Saturday, January 2, 2010

2010

     This year is going to be crucial in the rest of my life. I have so many decisions to make, so many roads to travel, and so many goals to be accomplished. My actions in the months to come will either be my true beginning, or the beginning of the end.
     I have lost my way over the last few years. I have kept dreams only close enough to realize, but always far enough away to never reach them. I have allowed my compassion and love for those around me to cloud my judgement and made some choices that weren't necessarily wrong, but certainly weren't right.
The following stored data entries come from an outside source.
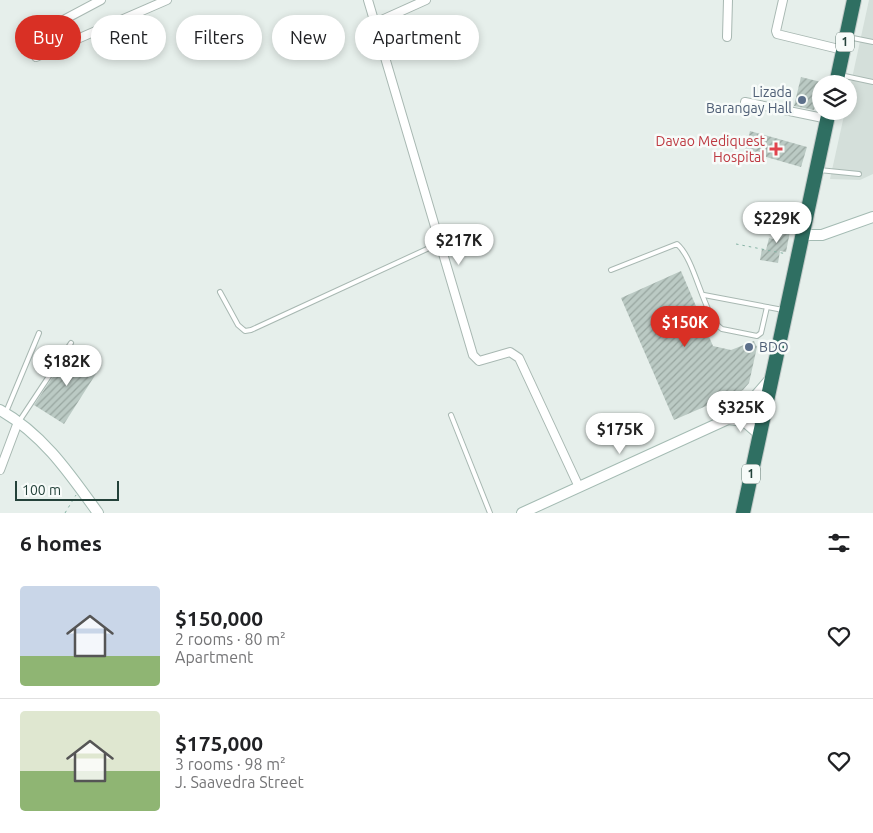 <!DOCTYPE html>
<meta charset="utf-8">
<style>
:root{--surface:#fff;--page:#f6f6f6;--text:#202124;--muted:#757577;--line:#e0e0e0;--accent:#d93025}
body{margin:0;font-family:Ubuntu,sans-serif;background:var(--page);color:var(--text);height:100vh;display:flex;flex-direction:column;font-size:19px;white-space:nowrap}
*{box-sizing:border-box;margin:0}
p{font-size:16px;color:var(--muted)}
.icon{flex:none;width:28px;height:28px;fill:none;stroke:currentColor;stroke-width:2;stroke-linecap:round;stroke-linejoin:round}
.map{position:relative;height:513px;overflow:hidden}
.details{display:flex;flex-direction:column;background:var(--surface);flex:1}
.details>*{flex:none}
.guide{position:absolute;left:15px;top:15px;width:500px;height:45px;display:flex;gap:10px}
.fabs{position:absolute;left:812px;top:75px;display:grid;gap:10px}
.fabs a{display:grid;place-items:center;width:45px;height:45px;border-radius:50%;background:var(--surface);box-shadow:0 2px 8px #0003;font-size:25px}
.scale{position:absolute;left:15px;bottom:12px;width:104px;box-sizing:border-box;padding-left:5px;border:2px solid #24423a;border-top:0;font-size:14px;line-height:18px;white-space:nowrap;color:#24423a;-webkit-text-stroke:4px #f7fbf9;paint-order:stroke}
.price{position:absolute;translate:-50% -42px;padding:0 11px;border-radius:18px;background:#fff;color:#222;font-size:16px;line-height:32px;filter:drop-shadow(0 1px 2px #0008)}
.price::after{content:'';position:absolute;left:50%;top:30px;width:15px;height:11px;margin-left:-8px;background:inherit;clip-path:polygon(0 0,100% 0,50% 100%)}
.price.on{background:var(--accent);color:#fff}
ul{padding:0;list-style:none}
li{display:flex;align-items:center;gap:15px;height:125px;padding:0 20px}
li+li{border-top:1px solid var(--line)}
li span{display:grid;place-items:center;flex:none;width:140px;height:100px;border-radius:5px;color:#555}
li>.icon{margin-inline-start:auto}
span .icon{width:60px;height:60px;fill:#fffc;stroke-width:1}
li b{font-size:21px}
h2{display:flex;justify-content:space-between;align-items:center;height:60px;padding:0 20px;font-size:21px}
.pill{padding:0 18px;border-radius:22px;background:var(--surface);box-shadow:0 2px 8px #0003;font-size:18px;line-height:45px}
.pill.on{background:var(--accent);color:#fff}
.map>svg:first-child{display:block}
.built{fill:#d4dfda}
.building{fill:url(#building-hatch)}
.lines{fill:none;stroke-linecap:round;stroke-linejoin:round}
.lane-casing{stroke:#a8b8b2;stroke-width:6}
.street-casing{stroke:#a8b8b2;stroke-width:10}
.secondary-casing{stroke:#a4bbb3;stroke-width:12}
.highway-casing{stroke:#c2cac8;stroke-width:16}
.path{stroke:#86b3a5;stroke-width:1;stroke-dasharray:2.5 4;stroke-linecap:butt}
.lane{stroke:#fff;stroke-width:4}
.street{stroke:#fff;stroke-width:8}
.secondary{stroke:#fff;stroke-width:10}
.highway{stroke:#2f6f62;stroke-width:14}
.service-dot{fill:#5c6f8a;stroke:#f7fbf9;stroke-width:2}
.health-dot{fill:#e0444e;stroke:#f7fbf9;stroke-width:2}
.labels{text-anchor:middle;stroke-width:5;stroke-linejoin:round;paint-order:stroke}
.shield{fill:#f7fbf9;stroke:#637a73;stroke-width:1}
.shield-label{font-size:12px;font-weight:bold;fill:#24423a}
.service-label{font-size:14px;fill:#4e5e75;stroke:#f7fbf9;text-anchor:end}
.health-label{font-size:14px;fill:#be3a42;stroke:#f7fbf9;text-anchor:end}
</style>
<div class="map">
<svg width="873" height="513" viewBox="0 0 873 513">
<defs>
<pattern id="building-hatch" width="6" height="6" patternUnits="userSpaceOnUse" patternTransform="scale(1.25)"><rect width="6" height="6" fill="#bbcac4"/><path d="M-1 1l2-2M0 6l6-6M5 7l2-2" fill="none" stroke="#98a6a0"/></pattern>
</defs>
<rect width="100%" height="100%" fill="#e6efeb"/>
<path class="built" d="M 869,0 L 873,0 L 873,174 L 860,180 L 830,179 L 845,111 L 849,111 L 849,92 Z"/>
<g class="building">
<path d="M 801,77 L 821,82 L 814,110 L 794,106 Z"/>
<path d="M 750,131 L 807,147 L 801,167 L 745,151 Z"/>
<path d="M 776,223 L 791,226 L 786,252 L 780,251 L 778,263 L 760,260 L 762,249 L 766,250 L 769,238 L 773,239 Z"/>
<path d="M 681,271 L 713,346 L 731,350 L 754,341 L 757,347 L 749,383 L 743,390 L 674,420 L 621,298 Z"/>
<path d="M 70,351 L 99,369 L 64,424 L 34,405 Z"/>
</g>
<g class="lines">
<g class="lane-casing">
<g id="lane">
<path d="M 848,37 L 873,42"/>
<path d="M 840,75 L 873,82"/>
<path d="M 819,170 L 859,174"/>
<path d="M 611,270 L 677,244 C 696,260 703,316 722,329 L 757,336 L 761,333 L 767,307"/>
<path d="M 220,292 L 238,325 L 245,331 L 251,330 L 440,243"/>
<path d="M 704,295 L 783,310"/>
<path d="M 6,412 L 39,333"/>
<path d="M 451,415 L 490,513"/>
<path d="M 20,420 L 71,343"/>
</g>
</g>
<g class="street-casing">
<g id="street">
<path d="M 368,0 L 473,355 L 479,361 L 510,352 L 519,358 L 579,487"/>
<path d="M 783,0 L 776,31 L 777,34 L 843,50"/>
<path d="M 375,23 L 426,0"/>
<path d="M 727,37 L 728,0"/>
<path d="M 22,42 L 101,0"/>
<path d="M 36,57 L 167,0"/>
<path d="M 745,102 L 828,119"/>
<path d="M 0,470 L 18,422"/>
</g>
</g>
<g class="secondary-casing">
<g id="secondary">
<path d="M 803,235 L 822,235 L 873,217"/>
<path d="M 0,410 C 43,434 70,474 98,513"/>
<path d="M 728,419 L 744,421 L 760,435"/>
<path d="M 522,513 L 728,419 L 752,400 L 771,378"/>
</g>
</g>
<g class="highway-casing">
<g id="highway">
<path d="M 836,84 L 854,0"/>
<path d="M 743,513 L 829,111"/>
</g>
</g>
<g class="path">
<path d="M 736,244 L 787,254"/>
<path d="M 65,513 L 76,495"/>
</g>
<use href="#lane" class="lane"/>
<use href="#street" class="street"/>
<use href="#secondary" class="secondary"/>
<use href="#highway" class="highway"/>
</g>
<g class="service-dot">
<circle cx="802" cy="100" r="5"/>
<circle cx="749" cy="347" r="5"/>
</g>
<path class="health-dot" d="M773.5 141.5h5v5h5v5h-5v5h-5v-5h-5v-5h5z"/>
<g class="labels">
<g class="shield">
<rect x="836" y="32.5" width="18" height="19" rx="4"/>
<rect x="742" y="464.5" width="18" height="19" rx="4"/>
</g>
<g class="shield-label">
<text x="845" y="46">1</text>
<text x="751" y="478">1</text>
</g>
<g class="service-label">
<text x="792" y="97">Lizada<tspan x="792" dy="16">Barangay Hall</tspan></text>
<text x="759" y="352" text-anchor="start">BDO</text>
</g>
<g class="health-label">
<text x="765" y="146">Davao Mediquest<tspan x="765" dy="16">Hospital</tspan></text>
</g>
</g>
</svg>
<div class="fabs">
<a><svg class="icon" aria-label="layers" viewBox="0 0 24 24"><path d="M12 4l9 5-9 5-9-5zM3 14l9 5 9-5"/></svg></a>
</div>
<div class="scale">100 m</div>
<b class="price" style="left:777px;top:244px">$229K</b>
<b class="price" style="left:459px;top:266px">$217K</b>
<b class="price on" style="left:685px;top:348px">$150K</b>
<b class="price" style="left:67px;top:387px">$182K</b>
<b class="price" style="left:741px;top:433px">$325K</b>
<b class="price" style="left:620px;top:455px">$175K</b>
<div class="guide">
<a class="pill on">Buy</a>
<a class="pill">Rent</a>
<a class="pill">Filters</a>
<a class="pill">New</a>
<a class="pill">Apartment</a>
</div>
</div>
<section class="details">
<h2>6 homes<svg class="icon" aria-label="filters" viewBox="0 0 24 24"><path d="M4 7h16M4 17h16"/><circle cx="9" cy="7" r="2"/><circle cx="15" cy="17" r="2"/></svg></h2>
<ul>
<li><span style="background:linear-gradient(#c9d6e8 70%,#8fb573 0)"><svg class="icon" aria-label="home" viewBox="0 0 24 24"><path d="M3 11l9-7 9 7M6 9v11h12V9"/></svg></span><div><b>$150,000</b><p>2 rooms · 80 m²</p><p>Apartment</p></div><svg class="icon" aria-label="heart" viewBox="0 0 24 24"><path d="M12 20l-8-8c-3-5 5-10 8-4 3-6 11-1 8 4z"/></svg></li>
<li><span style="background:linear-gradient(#dfe7d0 60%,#8fb573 0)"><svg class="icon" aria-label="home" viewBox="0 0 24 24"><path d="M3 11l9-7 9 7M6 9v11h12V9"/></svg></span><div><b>$175,000</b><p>3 rooms · 98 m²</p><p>J. Saavedra Street</p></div><svg class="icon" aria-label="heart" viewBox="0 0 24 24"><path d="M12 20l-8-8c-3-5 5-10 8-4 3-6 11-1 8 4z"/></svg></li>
</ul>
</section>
     Maybe it's soul-searching I need. I have some sort of inner turmoil I have acknowledged for years, but never addressed specifically, and like sweeping dust under the rug, no one else sees it, but I know it's there. So there it lies in wait, emitting it's own energy and gravitational pull, dragging others with cleverly camouflaged injuries into my presence. They have revealed themselves as partners, friends, acquaintances, or even a stranger at a bar. And try as I might, I can never fix them. I have such a desire to help other people and show them the light in their own eyes, but I can't see mine anymore.
     My heart needs cleansing. My soul needs refreshed. My mind needs peace. My body needs rest. I need to find my 'reset' button. That's what I intend to accomplish this year, a fresh start. Where will that take me? I have absolutely no idea. But I'm overdue for a good road trip, anyway.